Cinco anos depois da eleição de Barack Obama, os EUA não estão tão "pós-raciais" quanto se esperava. Segundo pesquisa divulgada, na quinta-feira, pelo Pew Research Center, 36% da população norte-americana ainda vê "conflitos fortes ou muito fortes" entre brancos e negros, ante 39% em 2009, ano da posse.

A divisão se nota na polêmica tensa e recente em torno da palavra "nigger", termo em inglês com conotação racista para "negro" ou "preto", que pontua os diálogos do último filme de Quentin Tarantino, "Django Livre", que estreia no Brasil na sexta.

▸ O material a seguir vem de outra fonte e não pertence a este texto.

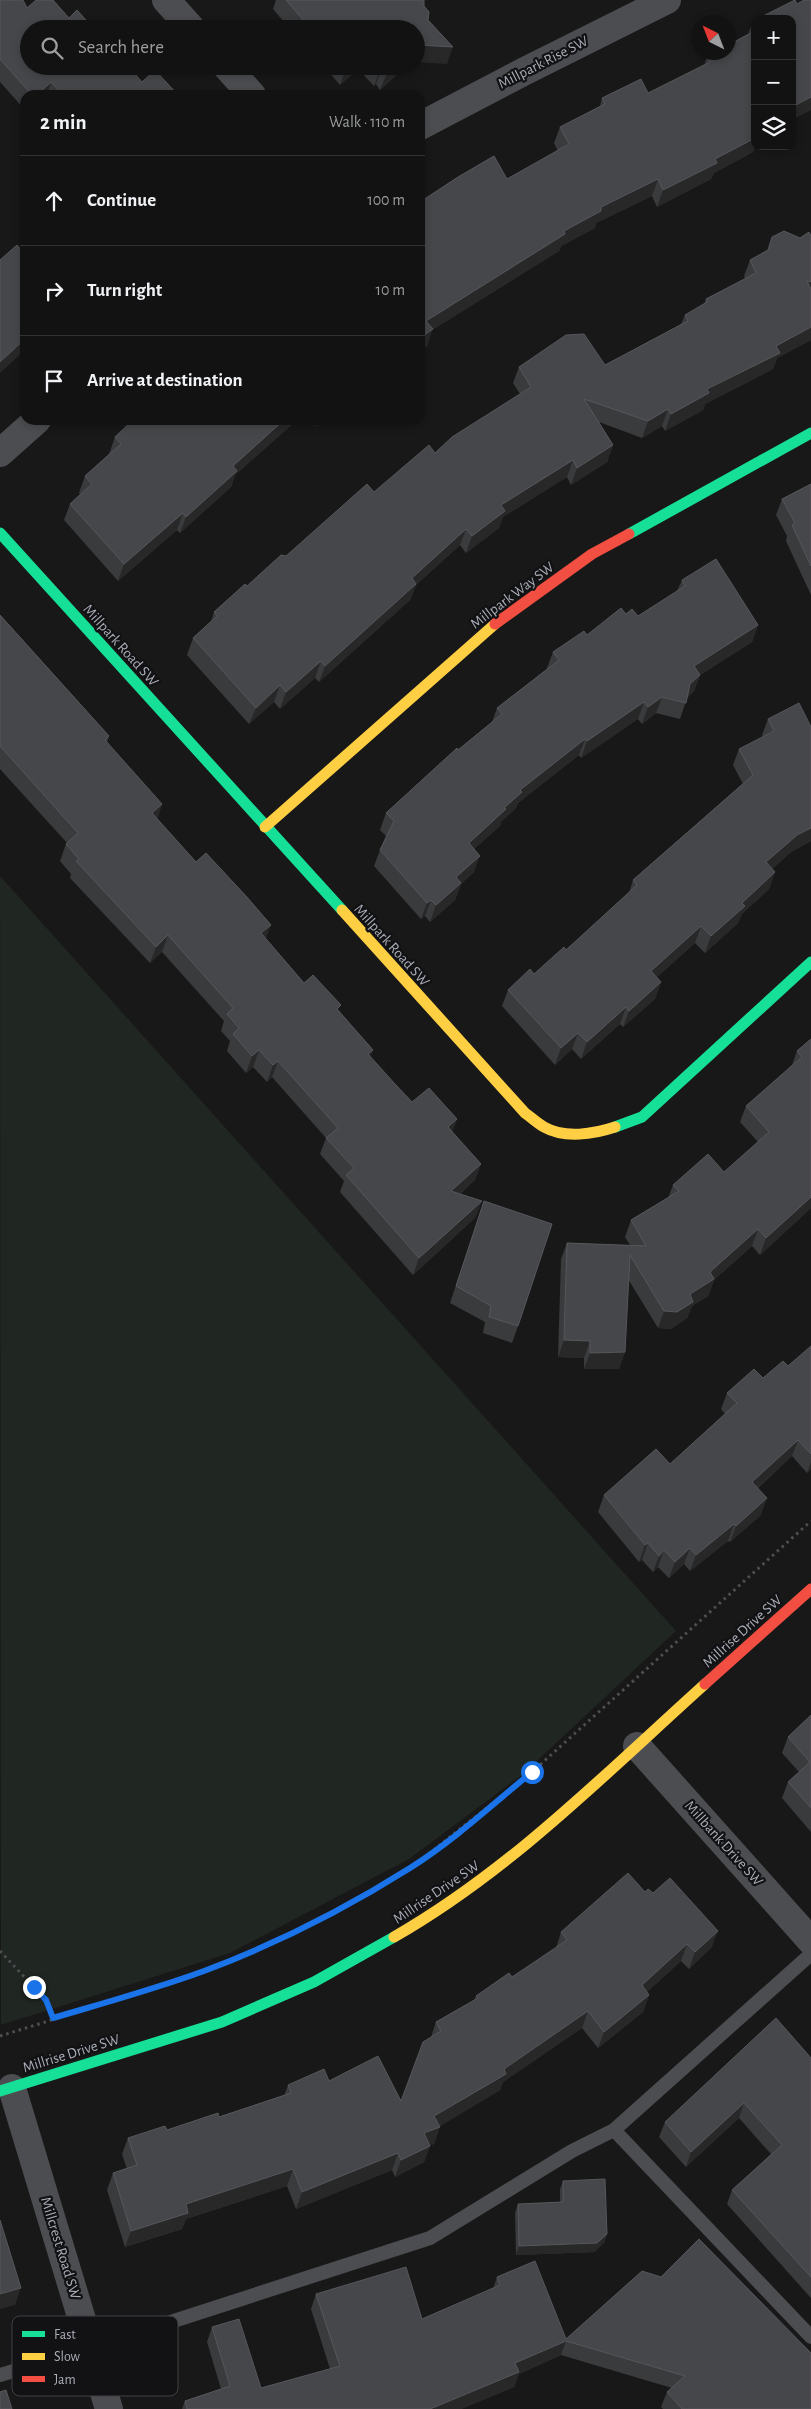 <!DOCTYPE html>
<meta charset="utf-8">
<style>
body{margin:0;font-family:"Alegreya Sans",sans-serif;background:#1b1b1b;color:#f1f3f6}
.controls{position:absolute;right:15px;top:15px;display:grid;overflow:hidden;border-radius:10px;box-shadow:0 2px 8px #0003}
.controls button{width:45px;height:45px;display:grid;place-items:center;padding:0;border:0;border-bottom:1px solid #313232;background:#121212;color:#f1f3f6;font:25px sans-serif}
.compass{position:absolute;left:691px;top:15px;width:45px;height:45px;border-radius:50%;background:#121212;box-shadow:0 2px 8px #0003;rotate:318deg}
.stop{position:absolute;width:15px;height:15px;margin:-11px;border:4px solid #1a73e8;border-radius:50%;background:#fff}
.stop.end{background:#1a73e8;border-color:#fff;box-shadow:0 1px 5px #0008}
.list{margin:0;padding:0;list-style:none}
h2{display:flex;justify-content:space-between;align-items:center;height:65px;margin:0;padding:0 20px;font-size:21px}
h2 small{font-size:16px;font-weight:400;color:#9c9e9f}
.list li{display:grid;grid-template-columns:32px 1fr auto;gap:15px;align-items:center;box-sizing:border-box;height:90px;padding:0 20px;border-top:1px solid #313232}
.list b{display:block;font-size:19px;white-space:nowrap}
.list em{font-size:16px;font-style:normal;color:#9c9e9f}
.icon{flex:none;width:28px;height:28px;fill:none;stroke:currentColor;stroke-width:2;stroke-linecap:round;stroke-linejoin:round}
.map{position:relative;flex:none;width:811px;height:2409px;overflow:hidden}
.search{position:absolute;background:#121212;box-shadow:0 2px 8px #0003;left:20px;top:20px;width:405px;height:55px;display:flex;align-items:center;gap:12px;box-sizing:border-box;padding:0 18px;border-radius:28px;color:#9c9e9f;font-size:19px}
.panel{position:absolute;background:#121212;box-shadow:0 2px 8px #0003;left:20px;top:90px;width:405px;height:335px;border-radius:15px}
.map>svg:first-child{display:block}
</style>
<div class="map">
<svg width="811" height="2409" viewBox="0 0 811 2409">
<rect width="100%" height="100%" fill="#181818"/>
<path fill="#202621" d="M0,876L676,1631L523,1774L409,1859L230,1953L1,2025Z"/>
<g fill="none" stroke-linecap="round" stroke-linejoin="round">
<path stroke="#4e4f52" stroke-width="3" stroke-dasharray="2.5 4" stroke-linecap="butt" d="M0,1951L46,2000L53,2018
M0,2036L139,1993L203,1971L258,1949L313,1923L412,1867L532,1772L811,1521"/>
<path stroke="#4c4d50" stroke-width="14" d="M614,2130L811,2337
M0,2375L90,2348L430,2238L572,2151L614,2130L811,1954"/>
<path stroke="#4c4d50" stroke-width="28" d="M166,0L192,29
M226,66L252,95
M420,126L525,71L667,0
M0,453L37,420
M637,1746L811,1941
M12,2088L109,2409"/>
<path stroke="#16e098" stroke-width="11" d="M0,533L342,910
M629,534L811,433
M615,1127L642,1117L811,962
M0,2091L222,2022L314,1982L394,1937"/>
<path stroke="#ffcf43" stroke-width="11" d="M265,827L495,624
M342,910L525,1113C532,1118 537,1123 544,1127C565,1139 594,1134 615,1127
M394,1937C511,1870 606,1773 705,1684"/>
<path stroke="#f24e42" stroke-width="11" d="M495,624L592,554L629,534
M705,1684L811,1589"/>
</g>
<path fill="#3a3b3d" d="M0,0L27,8L69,18L142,82L178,95H25V110L0,82Z
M276,0H424V6L428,20L447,64L416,29H290L273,9Z
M755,20V146L753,152L714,173L711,179L657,207L652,196L596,223L595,228L561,246L559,251L432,330L427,346L420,351L507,179L558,151L554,143L560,127L600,106L602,98L648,93L704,66L707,56L748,34L753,21Z
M324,66H406L380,90L376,84L374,86L358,69L340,85Z
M811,236V340L777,358L773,369L705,404L703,410L665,431L662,426L642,438L599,422L613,445L607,462L571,485L567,477L503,517L499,528L466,553L460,545L416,585L410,600L319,682L315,678L280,709L274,702L249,724L187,655L193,638L211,622L214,612L247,586L286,556L374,492L435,453L520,394L513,383L519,367L605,365L681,324L685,315L704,304L706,299L745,279L744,276L750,260L800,238Z
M133,420H297L235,475L231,487L180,533L177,530L118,581L64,520L70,504L80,494L79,493L85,476L109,454L115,437Z
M313,420H325L317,426Z
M811,484V595L786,541L787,536L776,515L782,499Z
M682,580L758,625L752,642L700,675L694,691L687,698L680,719L656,713L642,724L638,719L581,758L579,755L518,803L516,808L501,822L500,826L474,849V872L461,884L455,900L430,922L425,916L421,919L374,866L380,850L386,836L380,830L386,813L458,750L492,722L497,708L547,669V668L553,652L587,635L626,614L638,616L677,591Z
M0,615L109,736L107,743L162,804L157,819L266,939L304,983L339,1011L373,1050L370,1057L412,1102L457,1119L452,1132L481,1164L475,1180L460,1194L476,1217L413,1275L340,1192L344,1181L320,1154L326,1138L272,1077L267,1082L253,1067L246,1073L227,1051L230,1041L221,1031L224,1021L162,952L150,963L70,878L71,874L60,861L66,844L67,843L0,769Z
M768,719L811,727V841L791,852L772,869L775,872L769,889L742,914L738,923L705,953L695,943L657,977L661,982L655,999L623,1027L620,1024L581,1059L572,1049L555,1065L502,1006L508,990L534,974L566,950L629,893L633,880L743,784L733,765L739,749L763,737L762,735Z
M811,1039V1208L760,1255L752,1246L714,1280L708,1296L692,1306L687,1318L671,1329L658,1328L628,1279L625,1352L619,1369H584V1358L558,1357L561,1259L567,1243L630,1245L625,1237L631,1220L668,1198L673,1185L724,1172L758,1142L740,1122L746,1106L792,1065L797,1051Z
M484,1201L518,1326L512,1343L483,1333L485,1322L450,1303Z
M811,1346V1469L807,1473L792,1456L758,1488L761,1515L730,1542L728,1541L690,1571L684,1564L669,1578L658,1567L653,1572L642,1560L639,1562L598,1512L604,1495L670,1464L725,1414L721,1409L727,1393L763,1378L788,1366Z
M811,1715V1832L782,1798L788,1782L799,1772L782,1753L788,1737Z
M645,1892L712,1947L689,1969L681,1961L647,1992L649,1995L643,2012L598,2048L582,2028L503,2082L500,2090L440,2126L434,2144L430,2145L424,2162L395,2177L392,2170L296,2209L287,2186L186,2219L182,2229L125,2247L107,2190L113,2173L127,2169L122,2154L128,2138L167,2130L219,2117L284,2096L288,2085L329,2081L401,2101L431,2037L436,2022L474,2000L476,1996L512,1977L556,1948L561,1932Z
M811,2058V2298L727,2204L732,2190L771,2154L739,2118L686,2167L659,2137L665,2122Z
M563,2181L607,2234L604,2243L594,2252L516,2255L515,2213L518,2204L560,2202V2189Z
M497,2277L566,2339L811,2409H663L661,2407L667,2392L672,2388L561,2355L519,2374L514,2387L461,2409H182L185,2401L221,2389L207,2342L212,2327L261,2388L330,2369L311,2309L316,2294L422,2319L493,2289Z"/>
<path fill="#282829" d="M418,45L453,47L447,64L416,62V46Z
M349,66H359L358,69L340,85L346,68Z
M394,66H406L380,90L387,73Z
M382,68L376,84L374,86L380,70Z
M51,82L47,95H37Z
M811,97V110L792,120V107Z
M755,138V146L753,152L714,173L711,179L657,207L663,190L715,159Z
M658,179L652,196L596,223L595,228L561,246L559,251L432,330L427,346L420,351V338L426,321L601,207Z
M807,281L811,282V299Z
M811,327V340L777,358L773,369L705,404L703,410L665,431L671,414L707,389L776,346Z
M25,339V350L0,373V362Z
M668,409L662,426L642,438L648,421Z
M284,420H297L235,475L231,487L180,533L186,517L233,466Z
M319,420H325L317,426Z
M613,445L607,462L571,485L577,468Z
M573,460L567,477L503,517L499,528L466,553L472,536L501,505Z
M183,513L177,530L118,581L124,564Z
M466,529L460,545L416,585L410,600L319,682L325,666L412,578Z
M758,625L752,642L688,682L694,666Z
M321,661L315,678L280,709L286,692Z
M700,675L694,691L684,700L690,684Z
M280,685L274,702L249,724L256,708Z
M662,697L656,713L642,724L648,707Z
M644,702L638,719L581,758L587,741Z
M585,739L579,755L518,803L516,808L501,822L500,826L463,859L469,843L504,808L520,790Z
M162,804L156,820L152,813Z
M811,828V841L791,852L760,879L766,862L797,835Z
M480,856L474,872L461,884L455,900L430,922L436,905L456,877Z
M775,872L769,889L742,914L738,923L705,953L711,936L742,903Z
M431,900L425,916L421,919L427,903Z
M271,925L265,941L261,933Z
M701,926L695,943L645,988L651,971Z
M168,935L162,952L150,963L156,947Z
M661,982L655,999L623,1027L629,1011Z
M626,1007L620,1024L581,1059L587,1042Z
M578,1033L572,1049L555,1065L561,1048Z
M259,1050L253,1067L246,1073L252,1056Z
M373,1050L367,1066L368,1054Z
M278,1061L272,1077L267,1082L273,1065Z
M457,1119L451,1135L448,1127Z
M481,1164L475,1180L445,1207L451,1191Z
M811,1197V1208L760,1255L766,1238Z
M482,1201L476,1217L413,1275L419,1258Z
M758,1229L752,1246L714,1280L708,1296L692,1306L687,1318L671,1329L658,1328L664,1311L690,1294L710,1272Z
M564,1340L590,1341L584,1358L558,1357Z
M625,1352L619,1369H584L590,1353Z
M798,1440L792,1456L746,1498L752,1482Z
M811,1462V1469L807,1473Z
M767,1498L761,1515L730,1542L736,1526Z
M734,1524L728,1541L690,1571L696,1555Z
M648,1543L642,1560L639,1562L645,1545Z
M690,1548L684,1564L669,1578L675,1562Z
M664,1550L658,1567L653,1572L659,1556Z
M718,1931L712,1947L689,1969L695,1952Z
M687,1944L681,1961L636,2002L642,1985Z
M649,1995L643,2012L598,2048L604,2032Z
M588,2011L582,2028L503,2082L500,2090L433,2130L440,2127L434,2144L418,2150L424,2133L434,2116Z
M744,2103L739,2118L686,2167L691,2152Z
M430,2146L424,2162L395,2177L401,2160Z
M398,2153L392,2170L296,2209L302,2192Z
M293,2169L287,2186L186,2219L182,2229L125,2247L131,2231L186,2204Z
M607,2234L604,2243L594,2252L516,2255L519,2246Z
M21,2288L15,2305L0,2309V2294Z
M566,2341L561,2355L519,2374L514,2387L461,2409H430L515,2363Z"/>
<path fill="#46474a" stroke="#56575c" d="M0,0H23L27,8L36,0H53L69,18L77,10L94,29H29V66H128L142,82L155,70L178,95H63L51,82L37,95H32L0,59Z
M286,0H424V6L429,12L428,20L453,47L418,45L416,46V29H311Z
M795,0L797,4L804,0H811V97L792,107V19H757Z
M755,31V138L715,159L717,163L663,190L658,179L601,207V211L564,231L565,234L426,321L433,329L420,338V202L458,177L494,156L507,179L569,144L560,127L605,104L602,98L641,79L648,93L710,62L707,56L714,52H728V45Z
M377,66H394L387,73L382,68L380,70Z
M784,231L800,238L809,232L811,236V282L807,281L811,289V327L776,346L780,353L707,389L709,393L671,414L668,409L648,421L584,399L613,445L577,468L573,460L501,505L505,511L472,536L466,529L412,578L416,584L325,666L321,661L286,692L280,685L256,708L193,638L217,616L214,612L245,584L247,586L281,555L286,556L367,484L374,492L429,445L435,453L452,437L531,387L519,367L566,335L584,334L605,365L688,321L685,315L707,302L706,299L756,273L750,260L768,250L772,237Z
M17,245L25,254V339L0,362V260Z
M133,420H284L233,466L237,471L186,517L183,513L124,564L70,504L92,484L85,476L121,444L115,437Z
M811,484V566L792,525L795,523L782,499Z
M716,559L758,625L694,666L700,675L690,684L686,703L662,697L648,707L644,702L587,741L585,739L520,790L522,792L504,808L506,809L469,843L480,856L456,877L461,883L436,905L431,900L427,903L380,850L394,821L386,813L457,748L458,750L502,714L497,708L559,660L553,652L584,631L587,635L621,608L626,614L632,609L638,616L685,586L682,580Z
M0,615L109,736L105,740L162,804L152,813L196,862L206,853L246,896L271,925L261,933L304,983L313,975L341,1005L337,1009L373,1050L368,1054L395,1084L412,1102L429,1088L457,1119L448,1127L481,1164L451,1191L482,1201L419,1258L346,1175L354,1168L326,1138L338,1128L278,1061L273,1065L259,1050L252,1056L233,1034L239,1028L227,1014L233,1008L168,935L156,947L76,861L79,859L66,844L78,833L0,746Z
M799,703L811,727V828L797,835L766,862L775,872L742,903L745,906L711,936L701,926L651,971L661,982L629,1011L626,1007L587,1042L578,1033L561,1048L508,990L530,969L534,974L564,947L566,950L637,885L633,880L753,775L739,749L774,731L768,719Z
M811,1039V1197L766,1238L758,1229L710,1272L714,1279L690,1294L693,1302L677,1312L664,1311L630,1255L625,1352L590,1353V1341L564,1340L567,1243L646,1246L631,1220L679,1191L673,1185L708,1154L724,1172L769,1132L746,1106L802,1057L797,1051Z
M484,1201L552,1224L518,1326L489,1317L491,1306L456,1286Z
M811,1346V1454L798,1440L752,1482L767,1498L736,1526L734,1524L696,1555L690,1548L675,1562L664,1550L659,1556L648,1543L645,1545L604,1495L656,1449L670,1464L737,1403L727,1393L754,1369L763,1378L783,1361L788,1366Z
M811,1715V1808L788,1782L810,1762L788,1737Z
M628,1873L645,1892L648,1889L653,1893L670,1878L718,1931L695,1952L687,1944L642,1985L649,1995L604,2032L588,2011L504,2069L506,2074L434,2116L440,2127L424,2133L430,2146L401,2160L398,2153L302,2192L293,2169L186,2204L188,2213L131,2231L113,2173L137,2165L128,2138L165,2126L167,2130L218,2113L219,2117L291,2093L288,2085L324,2069L329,2081L378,2056L401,2101L423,2042L441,2031L436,2022L478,1998L476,1996L509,1973L512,1977L567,1940L561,1932Z
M776,2018L811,2058V2277L732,2190L782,2145L744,2103L691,2152L665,2122Z
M605,2179L607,2234L597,2243L519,2246L518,2204L563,2202V2181Z
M0,2220L21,2288L0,2294Z
M699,2239L811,2353V2409H682L667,2392L685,2376L566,2341L515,2363L519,2372L430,2409H187L185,2401L230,2386L212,2327L239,2319L261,2388L340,2366L316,2294L406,2267L422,2319L500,2285L497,2277L535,2261L566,2339L642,2271L661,2277Z
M6,2390L12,2409H0V2392Z"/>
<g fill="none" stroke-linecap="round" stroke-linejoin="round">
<path stroke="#1a73e8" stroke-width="6" d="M34,1987L46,2000L53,2018C104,2003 155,1989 204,1971C276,1944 345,1909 410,1868C453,1841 492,1805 532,1772"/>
</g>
<g text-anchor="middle" stroke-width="4.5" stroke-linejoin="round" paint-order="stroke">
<g font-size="15" fill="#aaaeb8" stroke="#121214">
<text transform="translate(543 62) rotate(-27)" y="5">Millpark Rise SW</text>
<text transform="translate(512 595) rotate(-37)" y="5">Millpark Way SW</text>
<text transform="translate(121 645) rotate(48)" y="5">Millpark Road SW</text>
<text transform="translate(392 945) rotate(48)" y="5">Millpark Road SW</text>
<text transform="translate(742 1631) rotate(-42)" y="5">Millrise Drive SW</text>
<text transform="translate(724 1843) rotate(48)" y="5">Millbank Drive SW</text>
<text transform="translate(436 1892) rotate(-34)" y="5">Millrise Drive SW</text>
<text transform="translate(71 2053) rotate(-17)" y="5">Millrise Drive SW</text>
<text transform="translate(61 2248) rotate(73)" y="5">Millcrest Road SW</text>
</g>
</g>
<rect x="12" y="2316" width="166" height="80" rx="8" fill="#121214" stroke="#404145" stroke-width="1"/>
<rect x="22" y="2331" width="23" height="6" fill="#16e098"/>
<rect x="22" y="2353" width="23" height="7" fill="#ffcf43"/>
<rect x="22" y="2376" width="23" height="6" fill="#f24e42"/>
<g font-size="14" fill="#aaaeb8">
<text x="54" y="2339">Fast</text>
<text x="54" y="2361">Slow</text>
<text x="54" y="2384">Jam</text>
</g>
</svg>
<div class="controls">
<button>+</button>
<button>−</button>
<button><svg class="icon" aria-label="layers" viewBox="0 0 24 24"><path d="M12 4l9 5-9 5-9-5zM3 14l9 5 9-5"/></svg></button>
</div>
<svg class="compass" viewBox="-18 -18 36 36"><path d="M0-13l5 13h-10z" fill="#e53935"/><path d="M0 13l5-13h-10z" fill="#9c9e9f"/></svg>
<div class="stop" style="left:532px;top:1772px"></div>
<div class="stop end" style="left:34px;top:1987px"></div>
<div class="search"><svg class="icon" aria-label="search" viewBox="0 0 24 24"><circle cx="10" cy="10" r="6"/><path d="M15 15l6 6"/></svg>Search here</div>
<section class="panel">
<h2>2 min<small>Walk · 110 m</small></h2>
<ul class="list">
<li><svg class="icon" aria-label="ahead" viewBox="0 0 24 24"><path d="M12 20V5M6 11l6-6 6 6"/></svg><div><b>Continue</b></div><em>100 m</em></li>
<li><svg class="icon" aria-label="right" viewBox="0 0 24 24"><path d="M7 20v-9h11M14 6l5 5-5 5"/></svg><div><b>Turn right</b></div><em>10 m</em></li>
<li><svg class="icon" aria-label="arrive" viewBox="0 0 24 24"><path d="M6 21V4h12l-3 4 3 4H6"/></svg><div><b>Arrive at destination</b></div></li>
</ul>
</section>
</div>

Seu uso por atores brancos, dirigidos por um branco, ainda que numa obra de ficção, foi considerado inadequado pelo movimento negro local. Tarantino se defendeu dizendo que no Estado do Mississippi pré-Guerra Civil, em meados do seculo 19, onde se passa boa parte da trama, a palavra era falada com ainda mais naturalidade.

No Brasil, somos igualitários em público e racistas no privado --a família acima não sabia que um patrício a observava. Discutir o assunto abertamente, como os americanos, nos faria bem.